# SUPPLIED MATERIAL
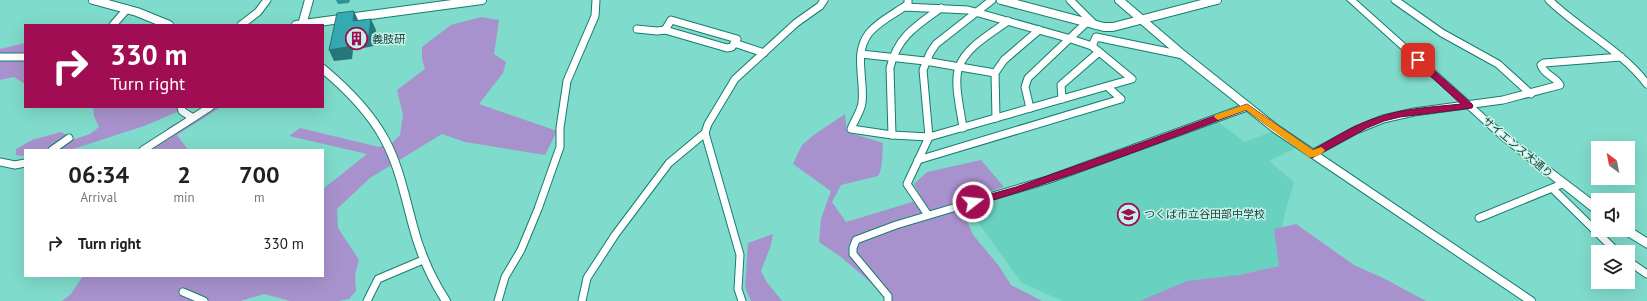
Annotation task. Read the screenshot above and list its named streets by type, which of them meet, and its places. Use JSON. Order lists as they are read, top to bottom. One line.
{"streets":{"main road":["サイエンス大通り"]},"places":{"building":["義肢研"],"school or university":["つくば市立谷田部中学校"]},"north":"top left","page":{"turn":["330 m","Turn right"],"eta":["06:34","Arrival","2","min","700","m"],"list":[{"name":"Turn right","value":"330 m"}]}}
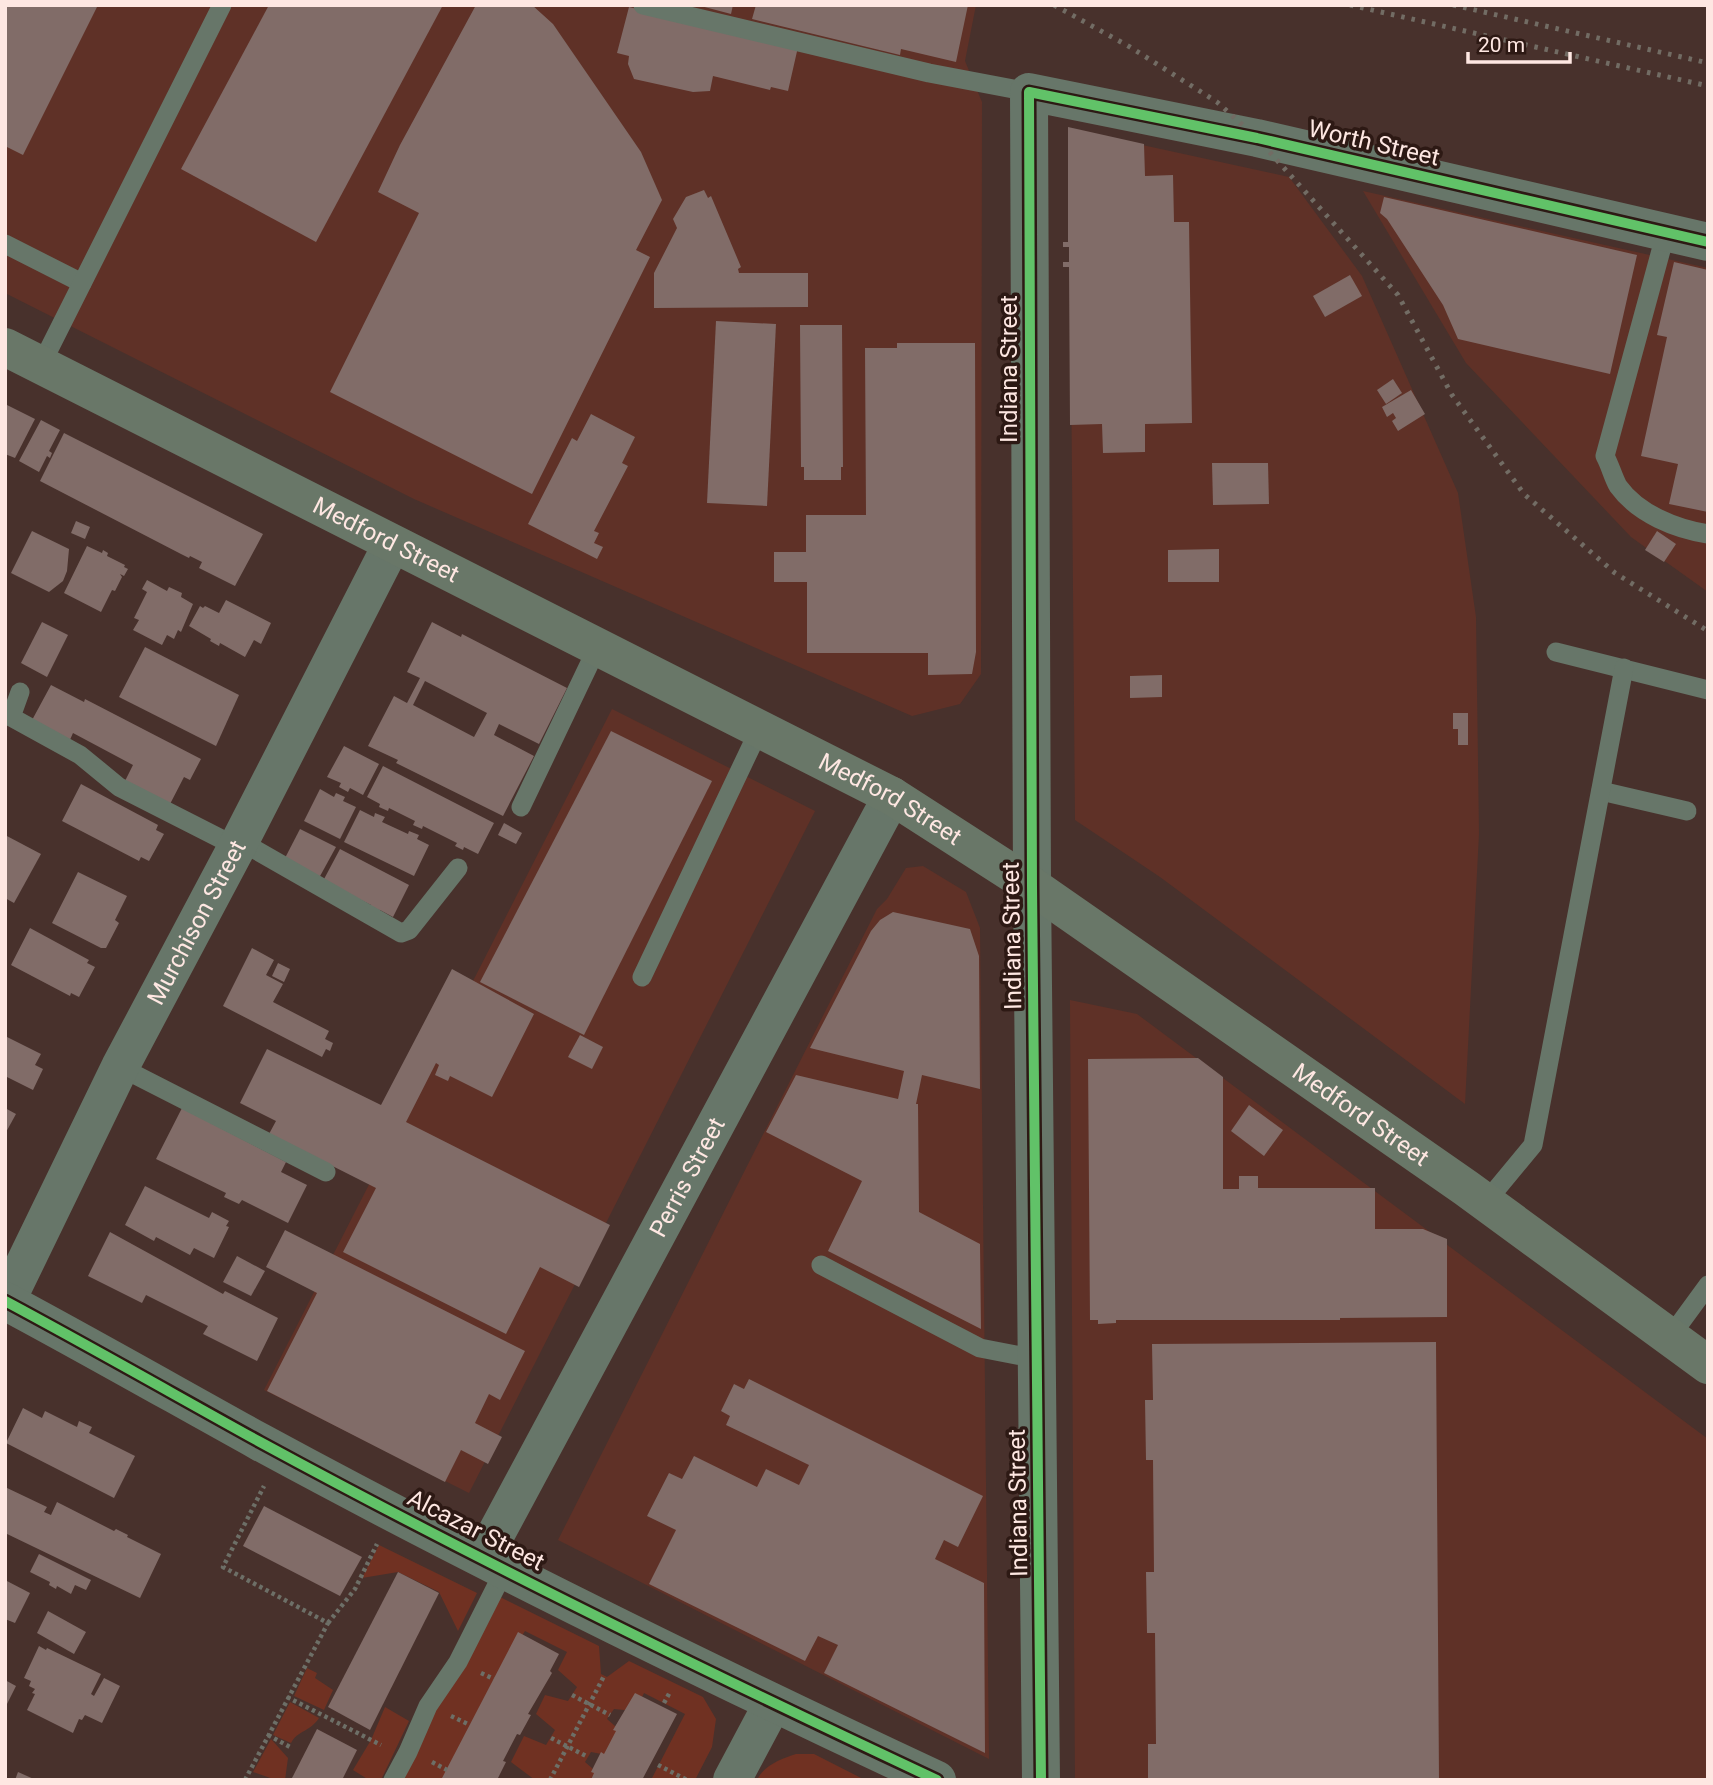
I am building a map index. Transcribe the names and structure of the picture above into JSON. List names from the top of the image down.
{
  "streets": {
    "main road": ["Medford Street"],
    "street": [
      "Worth Street",
      "Indiana Street",
      "Murchison Street",
      "Perris Street",
      "Alcazar Street"
    ]
  },
  "crossings": [
    ["Worth Street", "Indiana Street"],
    ["Indiana Street", "Medford Street"],
    ["Medford Street", "Murchison Street"],
    ["Medford Street", "Perris Street"],
    ["Murchison Street", "Alcazar Street"],
    ["Perris Street", "Alcazar Street"]
  ],
  "scale_bar": "20 m"
}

# WORK REQUIRED
In the copy, no picture may appear; the records themselves must be output exactly.

# EXERCISE RESPONSE
Annotation task. Read the screenshot above and list its named streets by type, which of them meet, and its places. Use JSON. Order lists as they are read, top to bottom. One line.
{"streets":{"main road":["サイエンス大通り"]},"places":{"building":["義肢研"],"school or university":["つくば市立谷田部中学校"]},"north":"top left","page":{"turn":["330 m","Turn right"],"eta":["06:34","Arrival","2","min","700","m"],"list":[{"name":"Turn right","value":"330 m"}]}}
I am building a map index. Transcribe the names and structure of the picture above into JSON. List names from the top of the image down.
{
  "streets": {
    "main road": ["Medford Street"],
    "street": [
      "Worth Street",
      "Indiana Street",
      "Murchison Street",
      "Perris Street",
      "Alcazar Street"
    ]
  },
  "crossings": [
    ["Worth Street", "Indiana Street"],
    ["Indiana Street", "Medford Street"],
    ["Medford Street", "Murchison Street"],
    ["Medford Street", "Perris Street"],
    ["Murchison Street", "Alcazar Street"],
    ["Perris Street", "Alcazar Street"]
  ],
  "scale_bar": "20 m"
}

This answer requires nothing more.